In these circumstances, I was glad to start studying under the clergyman of our parish. The rectory being some distance away, I had my lunch there and only came home in the late afternoon after I’d finished work. This odd little wiry man, with a fluff of saintly white hair, was something of an eccentric, an authority on the Roman occupation of our district, of which many traces remained, some of them already excavated under his supervision. He taught me Latin with enthusiasm, so that I soon became very good for a boy of my age and could even converse with him in this language at lunchtime. In our other subjects he took no interest, frequently abandoning them in favour of inspecting the site of some ancient villa or encampment, where I would take a hand with the digging or search the undergrowth for a rare species of edible snail, said to be descended from those the Roman legionaries had imported.

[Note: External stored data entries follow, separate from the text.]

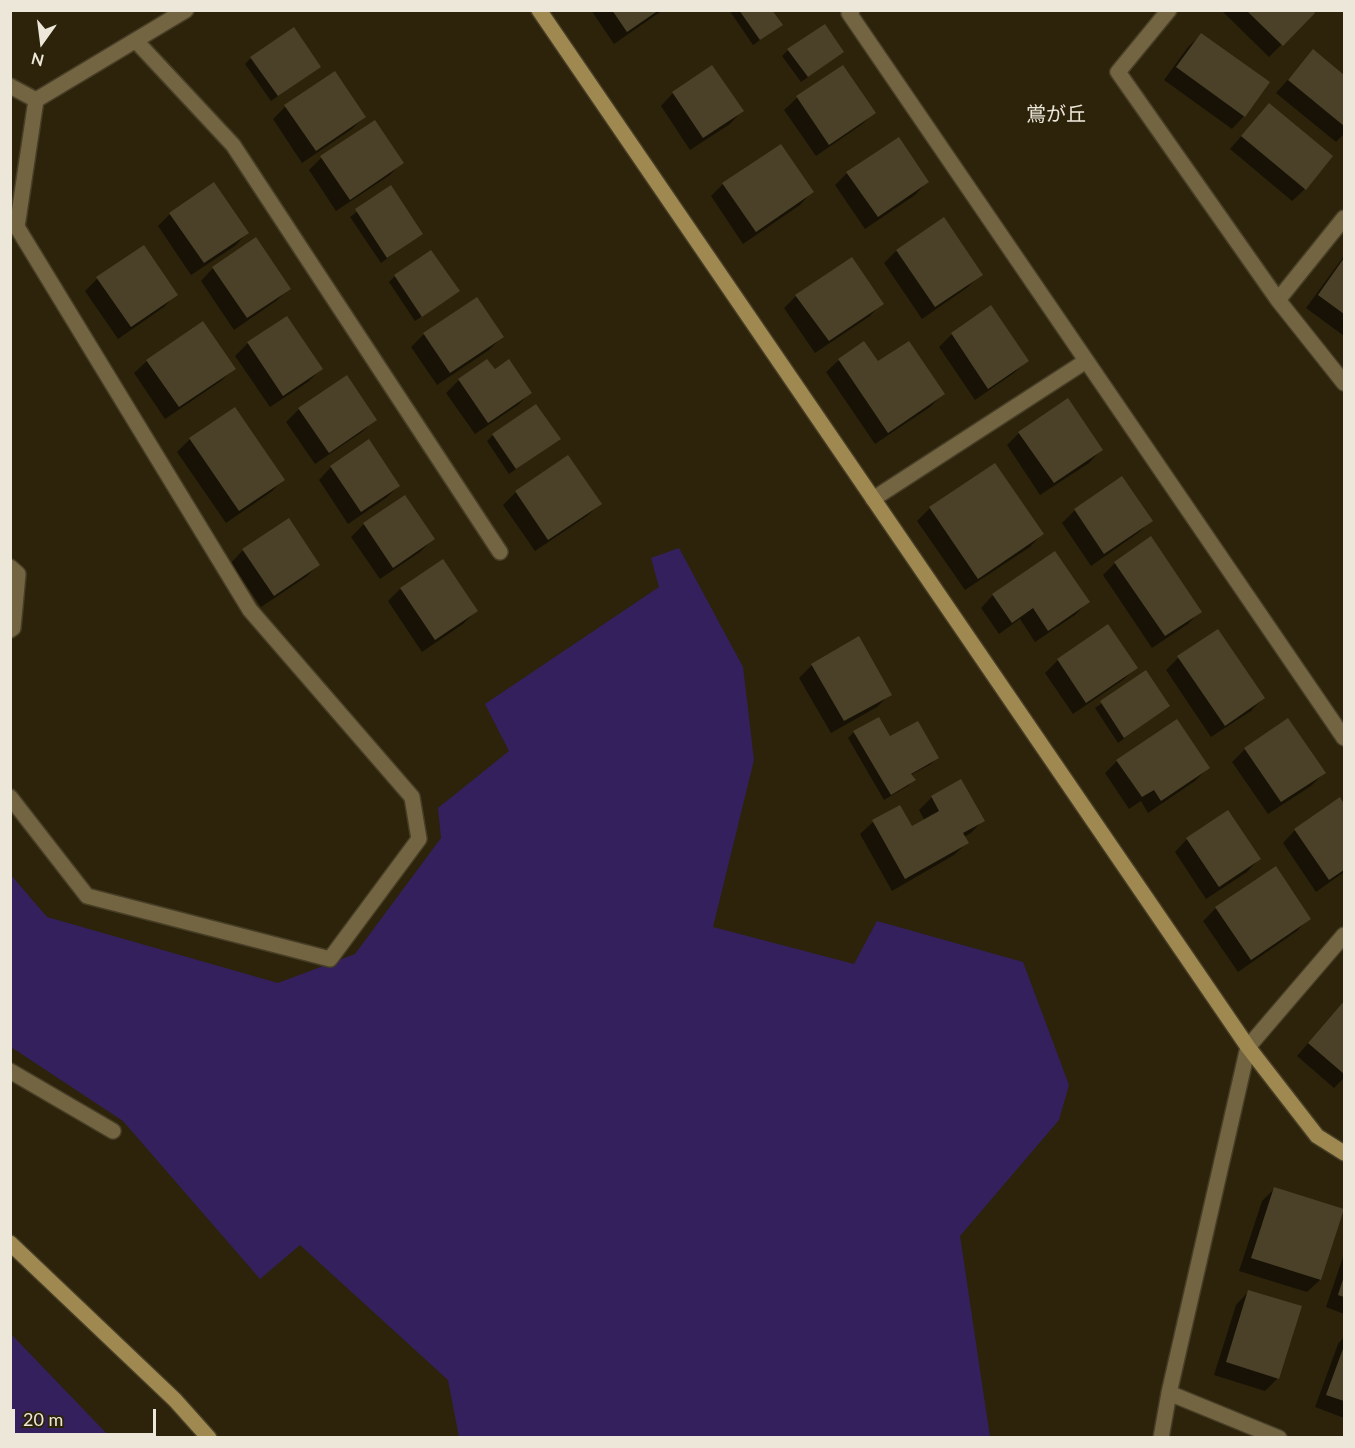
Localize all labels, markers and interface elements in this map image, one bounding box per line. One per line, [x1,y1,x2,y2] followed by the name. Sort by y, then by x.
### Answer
[12,12,72,72] north arrow
[29,49,46,71] text: N
[1026,103,1086,127] district label: 鴬が丘
[15,1397,159,1435] scale bar
[23,1408,63,1430] text: 20 m

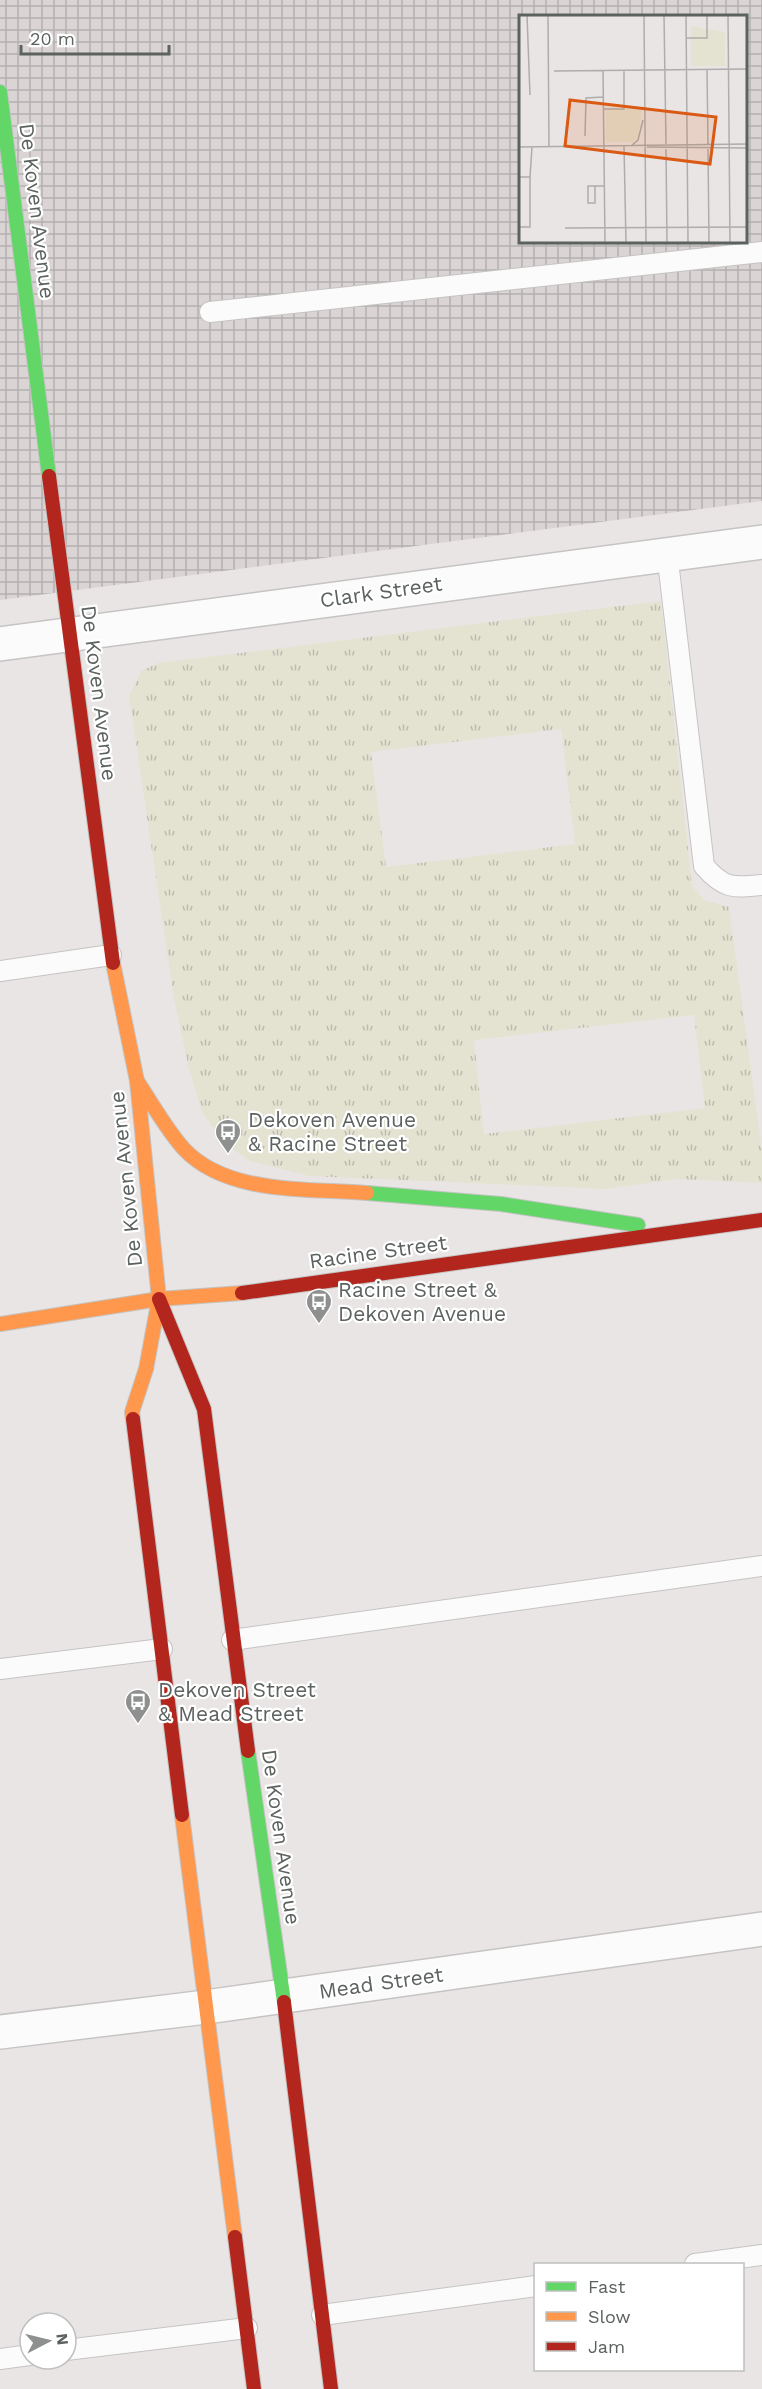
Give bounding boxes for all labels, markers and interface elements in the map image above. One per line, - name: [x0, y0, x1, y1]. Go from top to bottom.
- inset map: [519, 15, 747, 243]
- scale bar: [21, 18, 170, 56]
- text: 20 m: [30, 28, 75, 49]
- street label: De Koven Avenue: [14, 122, 61, 300]
- street label: Clark Street: [318, 571, 444, 612]
- street label: De Koven Avenue: [76, 604, 123, 782]
- street label: De Koven Avenue: [104, 1090, 147, 1268]
- place label: Dekoven Avenue & Racine Street: [248, 1107, 416, 1156]
- bus stop icon: Dekoven Avenue & Racine Street: [213, 1117, 243, 1155]
- street label: Racine Street: [308, 1229, 449, 1274]
- place label: Racine Street & Dekoven Avenue: [338, 1277, 506, 1326]
- bus stop icon: Racine Street & Dekoven Avenue: [304, 1287, 334, 1325]
- place label: Dekoven Street & Mead Street: [158, 1677, 316, 1726]
- bus stop icon: Dekoven Street & Mead Street: [123, 1687, 153, 1725]
- street label: De Koven Avenue: [257, 1748, 306, 1926]
- street label: Mead Street: [317, 1961, 445, 2004]
- legend: [534, 2263, 744, 2371]
- text: Fast: [588, 2276, 626, 2297]
- text: Slow: [588, 2306, 631, 2327]
- north arrow: [18, 2311, 78, 2371]
- text: N: [52, 2332, 73, 2346]
- text: Jam: [588, 2336, 625, 2357]

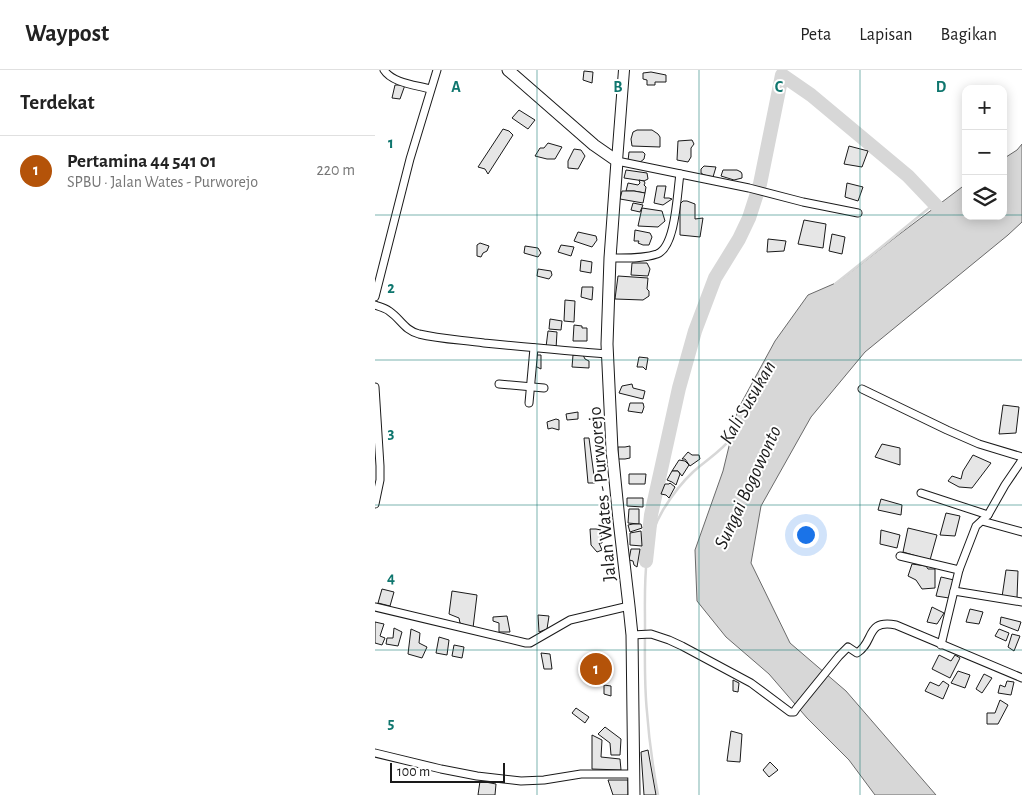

  I was grateful to the rector for not talking down to me and treating me like a grown-up person – which probably made me rather precocious but saved me from wasting several years in overprolonged adolescence, like most of my contemporaries. He also gave me the run of his library, and I am indebted to him for my love of reading – one of the few pleasures not likely to be taken away from one in this life – though probably I wouldn’t have become such an ardent reader all at once if it hadn’t been winter when I was forced to spend the long evenings indoors, or if my mother had been more companionable.

  Seeing me bent over the turning pages for hours on end, she would emerge from her meditations to ask what I found so absorbing. I’d have gladly given a detailed account of each book in turn, but she wasn’t really interested, and, asking only from ulterior motives, her attention soon wandered. I think she half knew I used the books to replace the affection she no longer gave me and that this somehow made her dislike them. In her determination to stop me reading she displayed more interest in me than she’d done for some time, so that I was almost glad to be scolded, thinking it meant a revival of our lost warmth. That winter happened to be particularly severe, and I couldn’t help feeling there must be some connection between the desolate frozen landscape outside and the coldness growing indoors. But though I tried to build up an interior glow as I built up the fires, an occasional scolding was insufficient fuel. She soon returned to her melancholy moods, when she seemed to want only to be left alone, and I had to resort to my books.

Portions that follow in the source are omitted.